CDK4/6 Inhibitors Explored in KRAS-Mutant Cancers

OncologyLive, Vol. 18/ No. 20, Volume 18, Issue 20

A new generation of more selective inhibitors of CDK4 and CDK6 has entered the clinic in combination therapies for patients with breast cancer. These agents also are being investigated in patients with KRAS-mutant malignancies.

Geoffrey I. Shapiro, MD, PhD

Although the roles of cyclin-dependent kinases (CDKs) were established more than 20 years ago, early anticancer inhibitors in the class resulted in high toxicity levels. Now, a new generation of more selective inhibitors of CDK4 and CDK6 has entered the clinic in combination therapies for patients with breast cancer.

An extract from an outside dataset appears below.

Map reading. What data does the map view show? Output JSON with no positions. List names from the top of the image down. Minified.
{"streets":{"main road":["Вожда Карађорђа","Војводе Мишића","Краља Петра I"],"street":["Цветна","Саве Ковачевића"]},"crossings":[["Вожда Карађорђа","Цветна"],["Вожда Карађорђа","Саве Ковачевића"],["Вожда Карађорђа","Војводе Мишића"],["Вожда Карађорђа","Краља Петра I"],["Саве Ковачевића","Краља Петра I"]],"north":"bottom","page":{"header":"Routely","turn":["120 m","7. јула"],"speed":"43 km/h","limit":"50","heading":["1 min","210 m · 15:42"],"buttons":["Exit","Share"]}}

These agents also are being investigated in patients with KRAS-mutant malignancies. Early-stage results have been promising, but hopes for an advance in KRAS-mutant non—small cell lung cancer (NSCLC) were dampened recently when the phase III JUNIPER study evaluating abemaciclib (Verzenio) in this population failed to meet its primary endpoint.

There is a pressing need for new therapeutic strategies that target KRAS, the Kirsten rat sarcoma viral oncogene homolog, one of the most frequently mutated genes in human cancers. “Despite some recent advances, mutant KRAS remains a very challenging target,” said Pier Paolo Scaglioni, MD, an associate professor at UT Southwestern Medical Center and a member of the Harold C. Simmons Comprehensive Cancer Center, both in Dallas, Texas. “There is a dearth of treatment options for tumors initiated by this gene.”1

CDKs and KRAS signaling are both players in oncogenic events (Figure).2 CDK4/6 phosphorylates the retinoblastoma tumor suppressor protein through interaction with D-type cyclins, leading to G1 to S phase cell-cycle progression. CDK4 and CDK6 activity is regulated by the INK4 family, and the INK4- CDK4/CDK6-cyclin D axis is frequently genetically or epigenetically disrupted in cancer, leading to increased kinase activity. Furthermore, increased CDK4 or CDK6 activity has led to suppressed senescence, contributing to the initiation and maintenance of transformed cells.

Figure. Relationship of KRAS Signaling to CDKs2

Mutations in KRAS are among the earliest and most important drivers of disease progression. When KRAS is mutated, several downstream pathways, such as the MEK/ ERK and PI3K/AKT signaling pathways, become constitutively activated.

Activating KRAS mutations contribute to approximately 20% of human tumors. Most KRAS mutations are point substitutions in codons 12 and 13 and have been shown to be negative predictors of response to antiEGFR antibodies. KRAS mutations are detected through quantitative polymerase chain reaction (PCR)-based methods. Frequently used methods include allele-specific PCR, real-time PCR with melt-curve analysis, and nucleic acid sequencing (pyrosequencing and dideoxy sequencing). Recent studies have also investigated the detection of circulating tumor cells in peripheral blood, concluding that KRAS mutations were identified in a similar percentage of blood samples compared with tumor tissue. Samples with at least 5% presence of the non—wild-type band have been considered KRAS mutation-positive.

KRAS mutations are found in about 30% of lung adenocarcinomas, corresponding with a worse prognosis compared with patients having KRAS wild-type tumors. Persistent activation of RAS signaling results from these mutations, contributing to uncontrolled growth and eventually, malignant transformation.

In KRAS-induced lung adenocarcinoma models, CDK4 activity is needed for tumor progression. CDK4 and RAS co-expression induces phosphorylation of the retinoblastoma protein, which leads to invasive neoplasms. Importantly, ablation of CDK4 leads to selective senescence of cells expressing KRAS, suggesting that CDK4 may be a worthy drug candidate for patients with KRAS-mutated non—small cell lung cancer (NSCLC).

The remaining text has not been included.